Activity
Scan the data below for lines holding the word "need", and copy each line found.

[Records to process Boundary: Start]

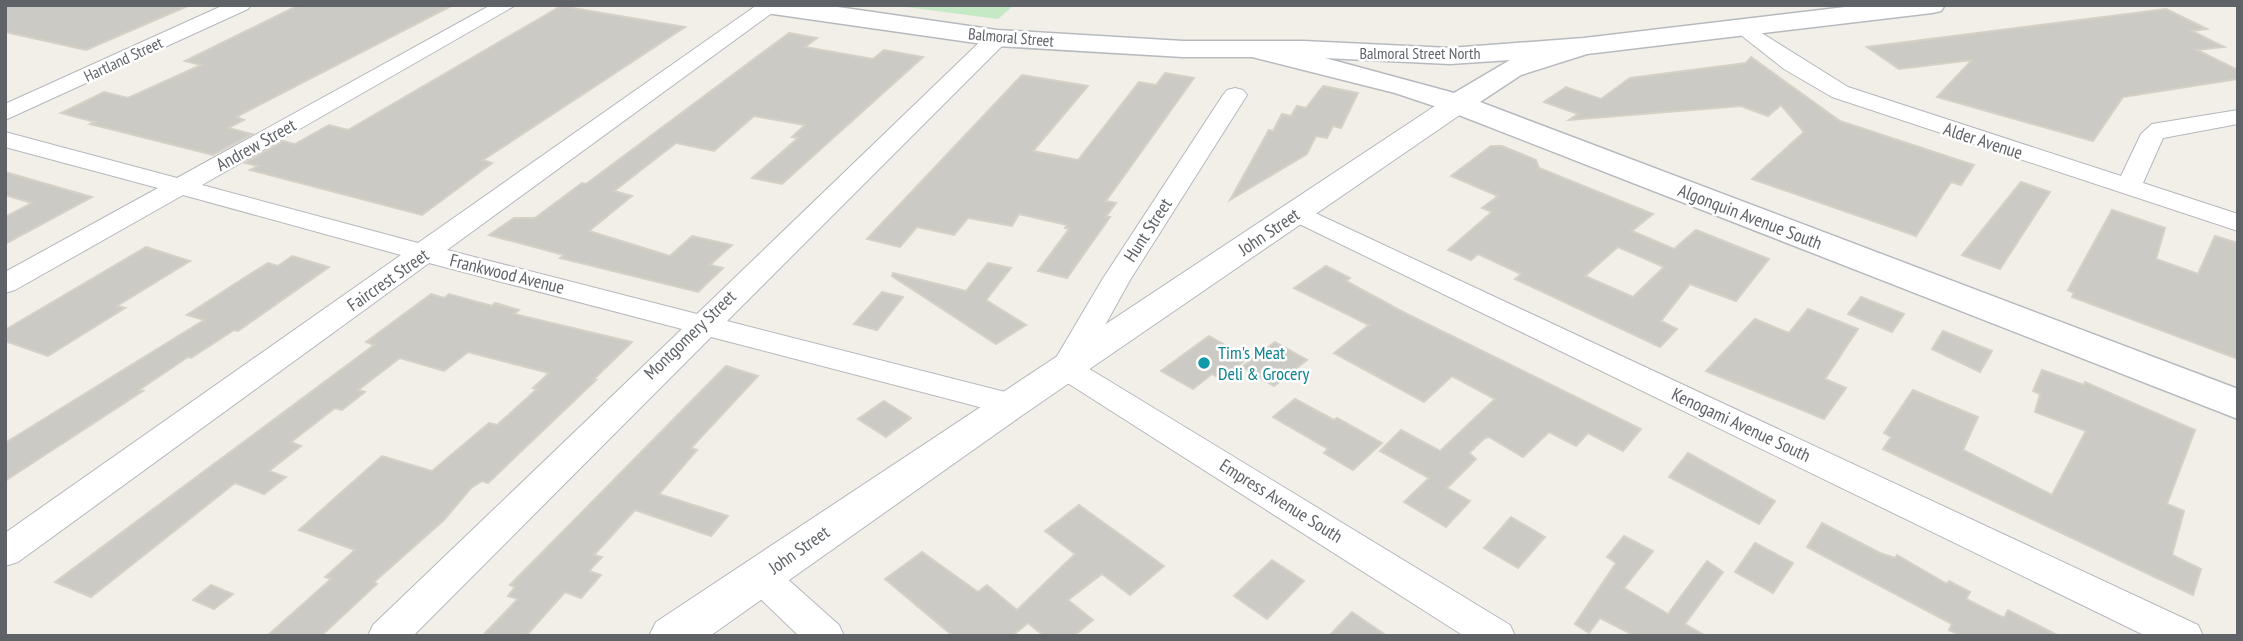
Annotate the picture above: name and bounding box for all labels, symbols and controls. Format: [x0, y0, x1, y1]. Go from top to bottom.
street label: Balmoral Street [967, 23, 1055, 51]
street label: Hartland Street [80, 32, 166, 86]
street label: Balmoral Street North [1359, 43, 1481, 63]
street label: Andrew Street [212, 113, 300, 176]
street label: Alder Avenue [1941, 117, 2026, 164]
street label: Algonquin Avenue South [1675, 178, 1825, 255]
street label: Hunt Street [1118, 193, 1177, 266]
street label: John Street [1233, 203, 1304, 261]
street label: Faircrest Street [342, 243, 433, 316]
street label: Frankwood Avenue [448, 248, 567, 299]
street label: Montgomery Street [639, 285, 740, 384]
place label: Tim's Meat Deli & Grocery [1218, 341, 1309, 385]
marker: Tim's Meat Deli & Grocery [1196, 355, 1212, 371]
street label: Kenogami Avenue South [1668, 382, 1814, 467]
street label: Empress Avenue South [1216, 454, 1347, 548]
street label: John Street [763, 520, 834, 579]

[Records to process Boundary: End]
[Records to process Boundary: Start]

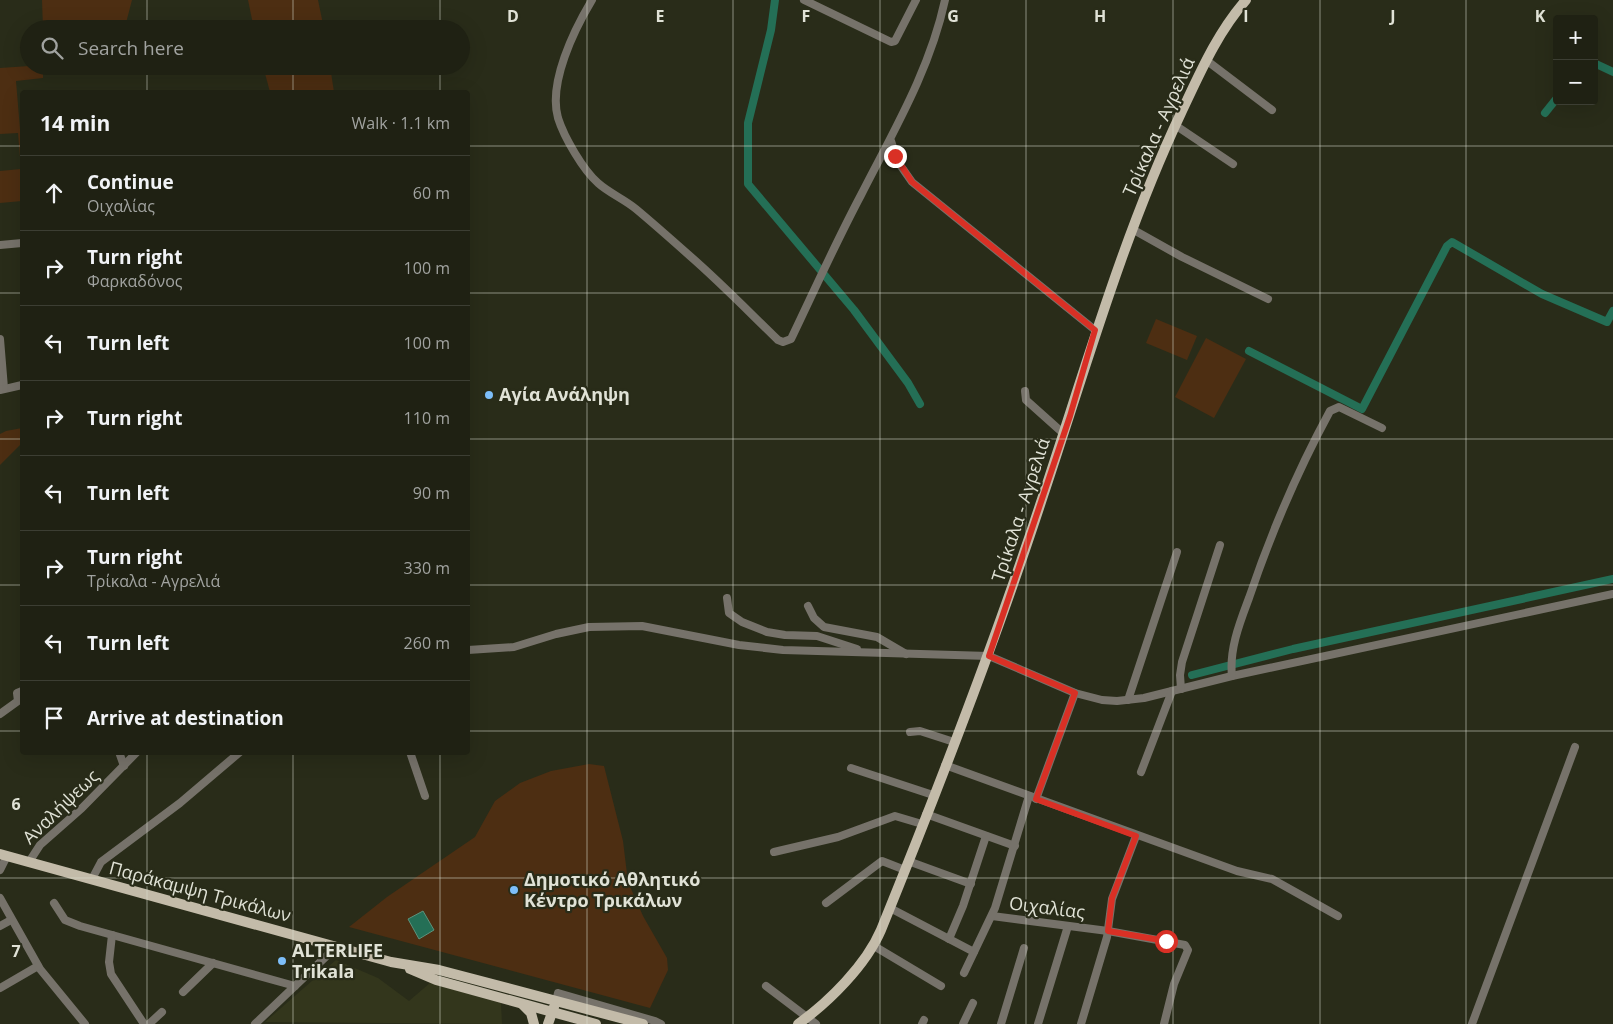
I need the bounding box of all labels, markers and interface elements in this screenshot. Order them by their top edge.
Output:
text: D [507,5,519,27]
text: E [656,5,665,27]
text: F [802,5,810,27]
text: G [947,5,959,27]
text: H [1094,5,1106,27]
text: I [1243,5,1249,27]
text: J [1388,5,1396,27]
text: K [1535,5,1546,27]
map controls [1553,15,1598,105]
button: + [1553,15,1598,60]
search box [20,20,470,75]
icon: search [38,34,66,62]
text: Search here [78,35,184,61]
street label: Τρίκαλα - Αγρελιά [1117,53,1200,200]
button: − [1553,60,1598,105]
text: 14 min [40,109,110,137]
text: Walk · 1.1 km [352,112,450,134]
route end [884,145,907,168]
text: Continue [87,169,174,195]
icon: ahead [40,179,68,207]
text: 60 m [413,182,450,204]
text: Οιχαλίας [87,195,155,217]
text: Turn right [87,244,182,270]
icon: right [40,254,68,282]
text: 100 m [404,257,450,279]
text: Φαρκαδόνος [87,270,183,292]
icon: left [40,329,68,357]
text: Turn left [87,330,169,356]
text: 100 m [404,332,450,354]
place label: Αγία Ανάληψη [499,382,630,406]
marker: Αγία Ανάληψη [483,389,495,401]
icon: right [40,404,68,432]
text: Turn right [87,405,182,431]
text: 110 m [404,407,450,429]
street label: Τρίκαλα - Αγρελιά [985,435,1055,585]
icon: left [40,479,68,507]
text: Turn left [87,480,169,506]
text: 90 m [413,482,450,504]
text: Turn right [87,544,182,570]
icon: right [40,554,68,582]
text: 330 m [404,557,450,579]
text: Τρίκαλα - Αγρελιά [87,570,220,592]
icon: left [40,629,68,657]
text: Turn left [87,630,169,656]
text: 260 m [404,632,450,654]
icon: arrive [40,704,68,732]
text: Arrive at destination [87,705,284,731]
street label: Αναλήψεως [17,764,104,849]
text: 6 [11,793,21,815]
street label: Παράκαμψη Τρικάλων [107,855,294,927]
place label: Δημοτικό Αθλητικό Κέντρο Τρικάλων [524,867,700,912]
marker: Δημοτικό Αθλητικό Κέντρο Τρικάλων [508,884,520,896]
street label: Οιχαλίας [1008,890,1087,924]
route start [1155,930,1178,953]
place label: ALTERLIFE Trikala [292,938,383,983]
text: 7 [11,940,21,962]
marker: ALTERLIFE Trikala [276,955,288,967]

[Records to process Boundary: End]
[Records to process Boundary: Start]

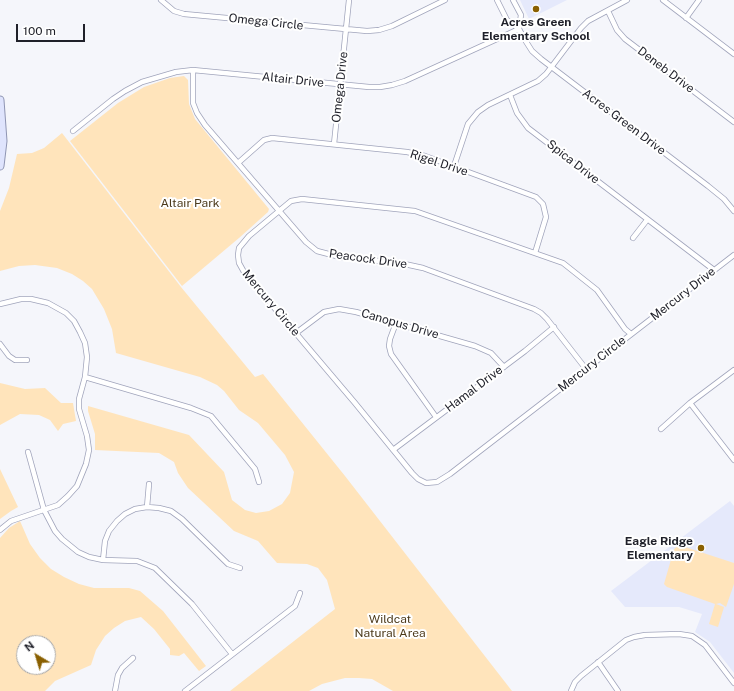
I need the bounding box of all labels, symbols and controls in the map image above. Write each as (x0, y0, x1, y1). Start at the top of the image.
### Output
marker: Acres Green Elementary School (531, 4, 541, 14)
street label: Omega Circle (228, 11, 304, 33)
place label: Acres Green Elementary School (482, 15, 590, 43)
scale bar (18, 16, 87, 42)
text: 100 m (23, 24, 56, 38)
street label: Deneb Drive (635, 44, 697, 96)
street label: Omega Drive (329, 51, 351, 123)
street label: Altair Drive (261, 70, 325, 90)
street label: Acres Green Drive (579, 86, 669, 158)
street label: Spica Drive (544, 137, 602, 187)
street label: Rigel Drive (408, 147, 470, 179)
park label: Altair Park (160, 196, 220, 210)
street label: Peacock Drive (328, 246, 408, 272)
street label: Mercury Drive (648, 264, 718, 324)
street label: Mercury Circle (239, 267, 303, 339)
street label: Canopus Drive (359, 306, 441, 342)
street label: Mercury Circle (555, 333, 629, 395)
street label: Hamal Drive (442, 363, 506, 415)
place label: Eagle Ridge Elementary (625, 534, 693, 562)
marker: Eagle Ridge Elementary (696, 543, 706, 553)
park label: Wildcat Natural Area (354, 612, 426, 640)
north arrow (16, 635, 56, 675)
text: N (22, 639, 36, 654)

[Records to process Boundary: End]

Exercise result
I need the bounding box of all labels, markers and interface elements in this screenshot. Order them by their top edge.
I need the bounding box of all labels, symbols and controls in the map image above. Write each as (x0, y0, x1, y1). Start at the top of the image.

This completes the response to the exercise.